I’ve spent the last two blogs pretty much dissing other author’s beloved characters so I thought I would fess up to my own character flaws. I’ve written many short stories and I like to experiment with character voice in those little spurts but the real challenge to achieving successful character development is in longer fiction. I confess to disillusionment in me and mine.
I have a current heroine who is momentarily frozen in limbo at 40k so she doesn’t count in this scenario, being too raw, and too shallow at this point to mention. My two favorites from past books both lost my favor when I finished the first drafts and I don’t know if this is a regular experience for writers or my peculiar personal hell.
Years ago, I taught a drama class where the students did character studies. In these studies they were to know everything about their character from how they brushed their teeth to what their favorite color was. The logic was that knowing the character whilst acting would allow the actor to make natural decisions on the spot. The same intimate knowledge of your character is essential when writing. A writer needs to know everything about their character, even if they never use that knowledge, but low and behold, there’s a problem.

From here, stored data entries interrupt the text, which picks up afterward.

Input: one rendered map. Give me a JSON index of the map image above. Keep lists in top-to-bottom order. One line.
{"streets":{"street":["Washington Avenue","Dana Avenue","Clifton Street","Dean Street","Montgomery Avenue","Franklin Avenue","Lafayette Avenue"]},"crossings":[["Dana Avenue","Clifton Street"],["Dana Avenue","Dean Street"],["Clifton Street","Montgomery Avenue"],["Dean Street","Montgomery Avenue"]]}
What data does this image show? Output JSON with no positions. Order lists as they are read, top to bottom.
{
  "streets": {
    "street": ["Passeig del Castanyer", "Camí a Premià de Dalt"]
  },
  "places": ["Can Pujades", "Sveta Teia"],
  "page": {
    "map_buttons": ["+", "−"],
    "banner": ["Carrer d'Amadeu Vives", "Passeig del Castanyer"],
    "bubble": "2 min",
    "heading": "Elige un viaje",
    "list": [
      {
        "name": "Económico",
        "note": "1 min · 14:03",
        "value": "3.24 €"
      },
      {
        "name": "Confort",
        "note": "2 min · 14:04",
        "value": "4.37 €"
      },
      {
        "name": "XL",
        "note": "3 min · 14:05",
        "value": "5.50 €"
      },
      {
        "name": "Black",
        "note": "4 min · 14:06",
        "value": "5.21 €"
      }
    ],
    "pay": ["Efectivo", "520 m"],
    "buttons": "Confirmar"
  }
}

You, the writer, know more than your character knows about themselves. I think this is why so many authors have the irritating habit, as I’ve previously mentioned, of having clueless heroines until they suddenly wake up and save the world. The writer is trying to grow both the plot and the character at the same time. It isn’t very easy. When do you let your heroine have an insight? Will the rising action stagnate if she moves too quickly toward the discovery of her supposed superpower? The saving the world bit is at the end of most paranormal fictions. Unless, of course, it’s a series and then the reader gets strung along with a clueless heroine for too many plots. Don’t get me started.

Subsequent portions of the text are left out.